[[ Input data, beginning ]]
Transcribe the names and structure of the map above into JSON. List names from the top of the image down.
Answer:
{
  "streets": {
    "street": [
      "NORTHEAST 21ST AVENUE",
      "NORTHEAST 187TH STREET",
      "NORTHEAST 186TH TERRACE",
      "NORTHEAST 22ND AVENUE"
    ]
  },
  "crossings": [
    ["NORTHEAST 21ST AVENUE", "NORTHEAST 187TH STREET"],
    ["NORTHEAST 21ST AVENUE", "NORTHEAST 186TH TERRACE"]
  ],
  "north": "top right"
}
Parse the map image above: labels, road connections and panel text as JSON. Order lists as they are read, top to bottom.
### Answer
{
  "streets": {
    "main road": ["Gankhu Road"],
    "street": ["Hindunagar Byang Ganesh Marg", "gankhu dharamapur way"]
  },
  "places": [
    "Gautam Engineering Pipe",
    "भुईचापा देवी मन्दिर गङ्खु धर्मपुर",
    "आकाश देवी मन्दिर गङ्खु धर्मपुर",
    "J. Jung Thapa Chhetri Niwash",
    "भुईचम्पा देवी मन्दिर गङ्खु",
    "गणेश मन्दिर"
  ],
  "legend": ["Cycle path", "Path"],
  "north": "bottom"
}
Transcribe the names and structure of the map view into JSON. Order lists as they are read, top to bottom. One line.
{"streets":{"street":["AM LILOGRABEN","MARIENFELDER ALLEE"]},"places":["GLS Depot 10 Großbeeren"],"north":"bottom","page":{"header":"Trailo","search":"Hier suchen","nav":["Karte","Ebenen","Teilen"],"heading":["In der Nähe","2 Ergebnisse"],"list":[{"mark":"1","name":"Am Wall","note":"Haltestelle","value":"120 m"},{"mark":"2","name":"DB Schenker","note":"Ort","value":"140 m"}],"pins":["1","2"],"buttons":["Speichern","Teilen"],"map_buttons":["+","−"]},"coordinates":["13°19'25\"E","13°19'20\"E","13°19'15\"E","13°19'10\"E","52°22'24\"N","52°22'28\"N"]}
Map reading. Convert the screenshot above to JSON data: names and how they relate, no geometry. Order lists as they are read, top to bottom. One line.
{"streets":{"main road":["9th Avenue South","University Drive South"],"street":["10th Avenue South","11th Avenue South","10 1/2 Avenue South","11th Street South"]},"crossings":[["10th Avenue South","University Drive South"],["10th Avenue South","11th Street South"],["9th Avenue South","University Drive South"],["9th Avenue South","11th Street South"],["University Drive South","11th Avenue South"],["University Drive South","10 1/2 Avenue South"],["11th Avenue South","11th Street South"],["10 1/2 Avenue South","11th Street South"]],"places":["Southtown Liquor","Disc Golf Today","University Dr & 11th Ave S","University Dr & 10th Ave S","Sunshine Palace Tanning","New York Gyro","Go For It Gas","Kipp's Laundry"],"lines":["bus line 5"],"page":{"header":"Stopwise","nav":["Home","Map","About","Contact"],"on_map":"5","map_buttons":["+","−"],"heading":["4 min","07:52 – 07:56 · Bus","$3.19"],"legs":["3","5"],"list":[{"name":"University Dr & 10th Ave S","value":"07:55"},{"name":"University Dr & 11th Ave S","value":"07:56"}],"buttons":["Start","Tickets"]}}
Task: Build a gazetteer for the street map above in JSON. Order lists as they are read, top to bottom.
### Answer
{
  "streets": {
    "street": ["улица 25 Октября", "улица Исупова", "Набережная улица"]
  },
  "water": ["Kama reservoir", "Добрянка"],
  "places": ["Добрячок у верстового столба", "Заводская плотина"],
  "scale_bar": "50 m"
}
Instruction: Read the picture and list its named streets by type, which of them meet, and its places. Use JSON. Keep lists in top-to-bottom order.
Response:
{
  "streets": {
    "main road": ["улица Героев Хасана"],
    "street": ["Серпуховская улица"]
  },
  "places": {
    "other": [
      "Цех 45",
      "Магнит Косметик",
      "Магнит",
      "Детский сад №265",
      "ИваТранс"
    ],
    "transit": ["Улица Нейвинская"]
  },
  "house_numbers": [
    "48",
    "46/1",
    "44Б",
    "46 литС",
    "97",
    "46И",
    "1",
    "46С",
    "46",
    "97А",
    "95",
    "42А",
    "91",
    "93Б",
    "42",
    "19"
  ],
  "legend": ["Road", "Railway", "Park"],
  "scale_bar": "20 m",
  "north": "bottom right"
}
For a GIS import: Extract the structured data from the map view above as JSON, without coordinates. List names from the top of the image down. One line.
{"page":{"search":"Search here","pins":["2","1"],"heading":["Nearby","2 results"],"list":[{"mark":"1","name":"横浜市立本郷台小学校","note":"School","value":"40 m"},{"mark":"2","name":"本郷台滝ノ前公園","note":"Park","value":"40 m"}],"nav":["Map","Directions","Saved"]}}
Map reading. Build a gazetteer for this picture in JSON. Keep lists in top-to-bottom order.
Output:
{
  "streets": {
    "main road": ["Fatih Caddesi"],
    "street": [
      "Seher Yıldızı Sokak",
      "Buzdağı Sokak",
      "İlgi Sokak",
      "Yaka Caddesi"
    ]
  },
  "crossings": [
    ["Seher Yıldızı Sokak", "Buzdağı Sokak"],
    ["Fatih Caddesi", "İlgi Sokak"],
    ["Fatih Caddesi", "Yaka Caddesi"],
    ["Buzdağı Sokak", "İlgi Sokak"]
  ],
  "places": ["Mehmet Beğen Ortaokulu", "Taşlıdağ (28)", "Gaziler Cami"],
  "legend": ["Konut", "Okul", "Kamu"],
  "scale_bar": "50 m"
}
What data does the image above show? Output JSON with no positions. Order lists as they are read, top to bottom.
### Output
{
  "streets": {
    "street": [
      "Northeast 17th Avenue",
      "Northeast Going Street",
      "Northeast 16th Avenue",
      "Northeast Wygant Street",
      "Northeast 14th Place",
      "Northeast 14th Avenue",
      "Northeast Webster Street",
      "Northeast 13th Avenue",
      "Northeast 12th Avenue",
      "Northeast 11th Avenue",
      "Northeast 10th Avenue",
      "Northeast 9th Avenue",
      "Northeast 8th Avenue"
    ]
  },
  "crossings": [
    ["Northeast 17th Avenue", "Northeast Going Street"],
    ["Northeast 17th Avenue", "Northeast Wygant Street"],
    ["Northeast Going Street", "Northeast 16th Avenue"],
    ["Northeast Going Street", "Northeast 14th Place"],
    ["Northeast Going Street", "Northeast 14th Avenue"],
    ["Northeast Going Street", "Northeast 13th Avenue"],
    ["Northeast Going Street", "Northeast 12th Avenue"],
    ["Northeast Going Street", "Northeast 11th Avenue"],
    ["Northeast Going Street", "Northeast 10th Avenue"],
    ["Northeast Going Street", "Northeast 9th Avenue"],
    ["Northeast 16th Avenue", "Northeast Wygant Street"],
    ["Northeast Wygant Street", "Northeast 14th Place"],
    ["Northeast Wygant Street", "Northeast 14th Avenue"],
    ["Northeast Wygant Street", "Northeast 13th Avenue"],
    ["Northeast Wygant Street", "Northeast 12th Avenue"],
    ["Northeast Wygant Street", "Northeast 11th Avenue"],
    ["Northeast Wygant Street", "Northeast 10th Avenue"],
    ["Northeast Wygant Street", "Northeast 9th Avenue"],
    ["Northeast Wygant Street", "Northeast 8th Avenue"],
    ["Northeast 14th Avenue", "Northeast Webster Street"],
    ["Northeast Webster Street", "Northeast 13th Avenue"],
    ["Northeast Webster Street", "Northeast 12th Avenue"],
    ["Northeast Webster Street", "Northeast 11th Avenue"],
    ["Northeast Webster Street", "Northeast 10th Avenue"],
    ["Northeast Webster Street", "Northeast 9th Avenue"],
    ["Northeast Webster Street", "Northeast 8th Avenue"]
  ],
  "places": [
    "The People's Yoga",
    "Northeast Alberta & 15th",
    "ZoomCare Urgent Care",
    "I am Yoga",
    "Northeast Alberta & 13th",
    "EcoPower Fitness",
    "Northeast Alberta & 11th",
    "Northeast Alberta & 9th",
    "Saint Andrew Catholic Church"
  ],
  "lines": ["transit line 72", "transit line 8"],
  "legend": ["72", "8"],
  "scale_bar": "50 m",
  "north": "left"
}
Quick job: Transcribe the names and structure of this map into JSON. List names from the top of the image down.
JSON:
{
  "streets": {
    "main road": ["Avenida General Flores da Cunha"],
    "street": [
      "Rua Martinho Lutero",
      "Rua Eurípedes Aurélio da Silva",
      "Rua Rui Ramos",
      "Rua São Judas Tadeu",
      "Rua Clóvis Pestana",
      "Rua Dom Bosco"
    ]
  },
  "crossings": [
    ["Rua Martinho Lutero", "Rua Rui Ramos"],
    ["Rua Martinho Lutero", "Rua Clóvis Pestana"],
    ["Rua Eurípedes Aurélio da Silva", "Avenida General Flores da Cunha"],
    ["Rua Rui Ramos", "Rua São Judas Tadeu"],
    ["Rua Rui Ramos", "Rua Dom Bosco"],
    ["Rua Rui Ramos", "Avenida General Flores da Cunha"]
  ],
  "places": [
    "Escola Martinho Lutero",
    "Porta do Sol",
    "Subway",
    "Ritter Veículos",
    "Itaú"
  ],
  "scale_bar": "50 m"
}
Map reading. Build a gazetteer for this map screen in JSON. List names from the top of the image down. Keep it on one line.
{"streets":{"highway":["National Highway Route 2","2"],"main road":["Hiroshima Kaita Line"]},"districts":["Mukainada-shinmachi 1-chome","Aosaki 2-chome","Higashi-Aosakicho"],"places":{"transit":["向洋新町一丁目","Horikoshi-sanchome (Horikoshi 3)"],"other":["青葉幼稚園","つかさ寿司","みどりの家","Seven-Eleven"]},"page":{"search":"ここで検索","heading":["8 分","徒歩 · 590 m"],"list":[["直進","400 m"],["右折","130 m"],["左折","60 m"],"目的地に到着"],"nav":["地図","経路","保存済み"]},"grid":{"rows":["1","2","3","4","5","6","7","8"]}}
[[ Input data, end ]]
_Aim of the exercise:_ Could you reproduce exactly the lines of the entries above, from the one with "For a GIS import: Extract" through the one with "What data does", and nothing else?

_Task solution:_
For a GIS import: Extract the structured data from the map view above as JSON, without coordinates. List names from the top of the image down. One line.
{"page":{"search":"Search here","pins":["2","1"],"heading":["Nearby","2 results"],"list":[{"mark":"1","name":"横浜市立本郷台小学校","note":"School","value":"40 m"},{"mark":"2","name":"本郷台滝ノ前公園","note":"Park","value":"40 m"}],"nav":["Map","Directions","Saved"]}}
Map reading. Build a gazetteer for this picture in JSON. Keep lists in top-to-bottom order.
Output:
{
  "streets": {
    "main road": ["Fatih Caddesi"],
    "street": [
      "Seher Yıldızı Sokak",
      "Buzdağı Sokak",
      "İlgi Sokak",
      "Yaka Caddesi"
    ]
  },
  "crossings": [
    ["Seher Yıldızı Sokak", "Buzdağı Sokak"],
    ["Fatih Caddesi", "İlgi Sokak"],
    ["Fatih Caddesi", "Yaka Caddesi"],
    ["Buzdağı Sokak", "İlgi Sokak"]
  ],
  "places": ["Mehmet Beğen Ortaokulu", "Taşlıdağ (28)", "Gaziler Cami"],
  "legend": ["Konut", "Okul", "Kamu"],
  "scale_bar": "50 m"
}
What data does the image above show? Output JSON with no positions. Order lists as they are read, top to bottom.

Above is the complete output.